The report, whose findings were announced at a press conference on May 14, displayed a gloomy picture of the deteriorating state of press freedoms in Turkey.
Two newspapers and a news agency have been “silenced” with the appointment of a trustee panel due to “strong evidence” of links to the Gülen movement, followers of U.S.-based Islamic scholar Fethullah Gülen, an ally-turned-foe of the ruling Justice and Development Party (AKP) government and President Recep Tayyip Erdoğan, the report said.
At least 160 journalists were laid off in Turkey in April, increasing the number of discharged journalists to a total 894 over the first quarter of 2016, the report said.
The research also noted some 104,904 websites were blocked while access has been denied to the website of the Dicle News Agency (DİHA) 37 times since the general elections on June 7, 2015. Thirteen of the agency’s journalists are also current under arrest.

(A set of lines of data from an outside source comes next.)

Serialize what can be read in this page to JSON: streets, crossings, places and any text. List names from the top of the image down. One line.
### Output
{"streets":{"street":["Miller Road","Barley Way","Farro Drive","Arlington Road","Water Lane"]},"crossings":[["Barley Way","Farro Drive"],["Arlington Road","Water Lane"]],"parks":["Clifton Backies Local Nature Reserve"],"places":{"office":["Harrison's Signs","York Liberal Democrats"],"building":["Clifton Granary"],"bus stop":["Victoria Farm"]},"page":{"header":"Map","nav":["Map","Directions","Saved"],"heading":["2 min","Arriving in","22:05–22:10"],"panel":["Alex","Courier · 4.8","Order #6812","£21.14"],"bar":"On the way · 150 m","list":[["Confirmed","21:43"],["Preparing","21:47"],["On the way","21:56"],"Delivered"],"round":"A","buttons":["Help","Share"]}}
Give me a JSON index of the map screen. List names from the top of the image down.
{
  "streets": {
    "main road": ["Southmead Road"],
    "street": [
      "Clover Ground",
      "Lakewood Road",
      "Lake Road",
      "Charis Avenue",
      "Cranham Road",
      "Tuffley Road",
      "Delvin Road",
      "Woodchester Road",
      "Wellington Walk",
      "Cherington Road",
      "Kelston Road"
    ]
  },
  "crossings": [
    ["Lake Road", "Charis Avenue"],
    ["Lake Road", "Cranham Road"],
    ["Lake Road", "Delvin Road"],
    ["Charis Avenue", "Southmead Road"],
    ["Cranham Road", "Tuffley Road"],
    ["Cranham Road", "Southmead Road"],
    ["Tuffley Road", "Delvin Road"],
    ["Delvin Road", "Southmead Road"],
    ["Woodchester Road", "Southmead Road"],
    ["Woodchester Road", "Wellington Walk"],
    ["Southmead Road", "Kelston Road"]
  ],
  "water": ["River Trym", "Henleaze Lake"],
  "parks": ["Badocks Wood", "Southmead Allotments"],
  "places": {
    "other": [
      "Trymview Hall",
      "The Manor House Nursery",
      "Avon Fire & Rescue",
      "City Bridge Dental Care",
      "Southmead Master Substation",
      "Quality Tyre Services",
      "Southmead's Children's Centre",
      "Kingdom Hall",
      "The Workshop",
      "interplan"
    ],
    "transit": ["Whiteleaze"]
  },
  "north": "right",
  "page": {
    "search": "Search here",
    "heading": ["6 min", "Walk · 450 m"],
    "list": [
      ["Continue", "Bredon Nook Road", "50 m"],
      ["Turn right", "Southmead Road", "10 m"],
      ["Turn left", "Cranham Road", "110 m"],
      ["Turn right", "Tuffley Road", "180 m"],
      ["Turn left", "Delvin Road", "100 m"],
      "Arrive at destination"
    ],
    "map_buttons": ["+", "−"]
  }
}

Violence targeting members of the press also rose over the same period, as a total 200 attacks were reported against journalists, including 21 against media institutions. A fourth Syrian journalist, Zahir al-Sherqat, was killed in April by suspected militants of the Islamic State of Iraq and the Levant (ISIL), prompting the Vienna-based International Press Institute (IPI) to call on the Turkish government to take serious measures against ISIL violence on Turkish soil.
Meanwhile, a total of 33 reporters were detained between January and April 2016, 13 investigations were launched against journalists while 12 journalists were brought before court. Over the same period, 12 journalists faced charges over “insulting the president.”
In the report, Press For Freedom highlighted the situation of daily Cumhuriyet Editor-in-Chief Can Dündar and Ankara bureau chief Erdem Gül, as an Istanbul court sentenced the journalists to five years in prison for “leaking state secrets” on May 6, hours after Dündar escaped unharmed from an armed attack in front of Istanbul’s Çağlayan courthouse.
“Journalists chase news. Treating journalists and newspaper managers, who search for, write and publish news, as ‘terrorists’ or ‘spies’ displays the state of freedoms in the country in question,” the report said, also criticizing a lack of safety for reporters in Turkey’s southeastern provinces where operations against the outlawed Kurdistan Workers’ Party (PKK) have been continuing for months.
Speaking during the event, Turkish Journalists Association (TGC) chair Nazmi Bilgin stressed the importance of press freedoms to enable a modern, democratic society.
“Freedom is a must for freedom and freedom a must for the press,” he said, adding citizens’ involvement in politics and the operability of the right to information is only possible via a free media.
Meanwhile, Yusuf Kanlı, the coordinator of the project who is also a columnist for the Hürriyet Daily News, said it was not possible to speak of a democracy where opposition voices are being silenced, censorship is common and press freedoms are under pressure.
Turkey has been classified as a “not free” country by U.S.-based think tank Freedom House’s press freedom reports since 2014, when its status deteriorated from “partly free” due to the treatment of journalists during the widespread Gezi Park protests and the backlash against their coverage of corruption probes in 2013.